Counting Tweets in R – Substrings, Chaining, and Grouping

Posted by Salem on February 8, 2015

I was recently sent an email about transforming tweet data and presenting it in a simple way to represent stats about tweets by a certain category. I thought I would share how to do this:

A tweet is basically composed of text, hash tags (text prefixed with #), mentions (text prefixed with @), and lastly hyperlinks (text that follow some form of the pattern “http://_____.__”). We want to count these by some grouping – in this case we will group by user/character.

I prepared a sample data set containing some made up tweets by Sesame Street characters. You can download it by clicking: Sesame Street Faux Tweets.

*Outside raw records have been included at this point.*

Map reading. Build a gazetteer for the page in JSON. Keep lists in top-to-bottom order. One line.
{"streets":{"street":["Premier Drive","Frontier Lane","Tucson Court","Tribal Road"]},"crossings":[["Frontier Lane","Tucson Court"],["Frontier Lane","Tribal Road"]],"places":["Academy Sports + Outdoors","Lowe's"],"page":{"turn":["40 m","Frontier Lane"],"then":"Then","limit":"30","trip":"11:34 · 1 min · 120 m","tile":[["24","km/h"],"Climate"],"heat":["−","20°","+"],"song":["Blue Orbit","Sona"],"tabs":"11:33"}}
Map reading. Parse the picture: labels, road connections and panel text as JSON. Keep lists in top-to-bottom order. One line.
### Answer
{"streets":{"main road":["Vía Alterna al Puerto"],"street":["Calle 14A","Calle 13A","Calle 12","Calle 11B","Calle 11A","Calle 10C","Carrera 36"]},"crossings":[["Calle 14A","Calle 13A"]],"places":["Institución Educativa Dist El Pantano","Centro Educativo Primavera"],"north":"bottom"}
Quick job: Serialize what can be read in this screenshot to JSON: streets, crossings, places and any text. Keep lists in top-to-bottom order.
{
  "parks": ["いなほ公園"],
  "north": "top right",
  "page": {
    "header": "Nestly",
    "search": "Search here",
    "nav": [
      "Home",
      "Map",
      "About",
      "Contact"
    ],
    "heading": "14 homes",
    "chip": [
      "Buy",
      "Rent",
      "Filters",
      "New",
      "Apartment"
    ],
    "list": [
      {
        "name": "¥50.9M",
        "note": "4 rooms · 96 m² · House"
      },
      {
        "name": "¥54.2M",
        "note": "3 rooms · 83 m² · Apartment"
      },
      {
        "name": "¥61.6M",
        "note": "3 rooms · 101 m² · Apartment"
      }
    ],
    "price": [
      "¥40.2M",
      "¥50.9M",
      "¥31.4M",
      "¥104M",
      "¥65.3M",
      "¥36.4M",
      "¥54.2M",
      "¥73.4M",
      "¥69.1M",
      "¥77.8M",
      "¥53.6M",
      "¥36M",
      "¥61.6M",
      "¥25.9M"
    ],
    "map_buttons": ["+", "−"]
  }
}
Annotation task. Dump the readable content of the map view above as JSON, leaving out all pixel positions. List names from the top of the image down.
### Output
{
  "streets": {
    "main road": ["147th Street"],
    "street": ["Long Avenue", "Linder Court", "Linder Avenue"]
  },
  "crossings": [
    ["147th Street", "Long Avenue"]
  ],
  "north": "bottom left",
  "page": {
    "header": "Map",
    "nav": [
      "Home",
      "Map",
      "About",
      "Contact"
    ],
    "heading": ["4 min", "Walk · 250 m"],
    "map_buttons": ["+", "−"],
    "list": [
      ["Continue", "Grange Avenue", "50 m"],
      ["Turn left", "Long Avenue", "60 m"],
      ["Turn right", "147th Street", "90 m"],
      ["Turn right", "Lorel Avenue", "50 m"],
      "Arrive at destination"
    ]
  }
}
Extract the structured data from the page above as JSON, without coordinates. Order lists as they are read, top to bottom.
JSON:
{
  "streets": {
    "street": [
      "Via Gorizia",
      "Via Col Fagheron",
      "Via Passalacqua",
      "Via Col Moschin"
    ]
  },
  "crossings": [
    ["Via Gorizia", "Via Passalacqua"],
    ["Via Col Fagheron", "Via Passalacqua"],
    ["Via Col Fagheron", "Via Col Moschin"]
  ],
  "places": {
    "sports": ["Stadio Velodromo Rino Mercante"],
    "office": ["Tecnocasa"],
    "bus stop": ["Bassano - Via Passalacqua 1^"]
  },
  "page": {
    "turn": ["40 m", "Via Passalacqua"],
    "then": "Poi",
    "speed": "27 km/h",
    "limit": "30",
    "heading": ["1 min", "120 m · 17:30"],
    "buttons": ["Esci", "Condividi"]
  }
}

Fire up R then load up our tweets into a dataframe:

# Load tweets and convert to dataframe
tweets<-read.csv('sesamestreet.csv', stringsAsFactors=FALSE)
tweets <- as.data.frame(tweets)

We will use 3 libraries: stringr for string manipulation, dplyr for chaining, and ggplot2 for some graphs.

# Libraries
library(dplyr)
library(ggplot2)
library(stringr)

We now want to create the summaries and store them in a list or dataframe of their own. We will use dplyr to do the grouping, and stringr with some regex to apply filters on our tweets. If you do not know what is in the tweets dataframe go ahead and run head(tweets) to get an idea before moving forward.

gluten <- tweets %>%
	group_by(character) %>%
	summarise(total=length(text), 
		    hashtags=sum(str_count(text,"#(\\d|\\w)+")),
		    mentions=sum(str_count(text,"@(\\d|\\w)+")),
		    urls=sum(str_count(text,"^(([^:]+)://)?([^:/]+)(:([0-9]+))?(/.*)"))
	)

The code above starts with the variable we will store our list in … I called it “gluten” for no particular reason.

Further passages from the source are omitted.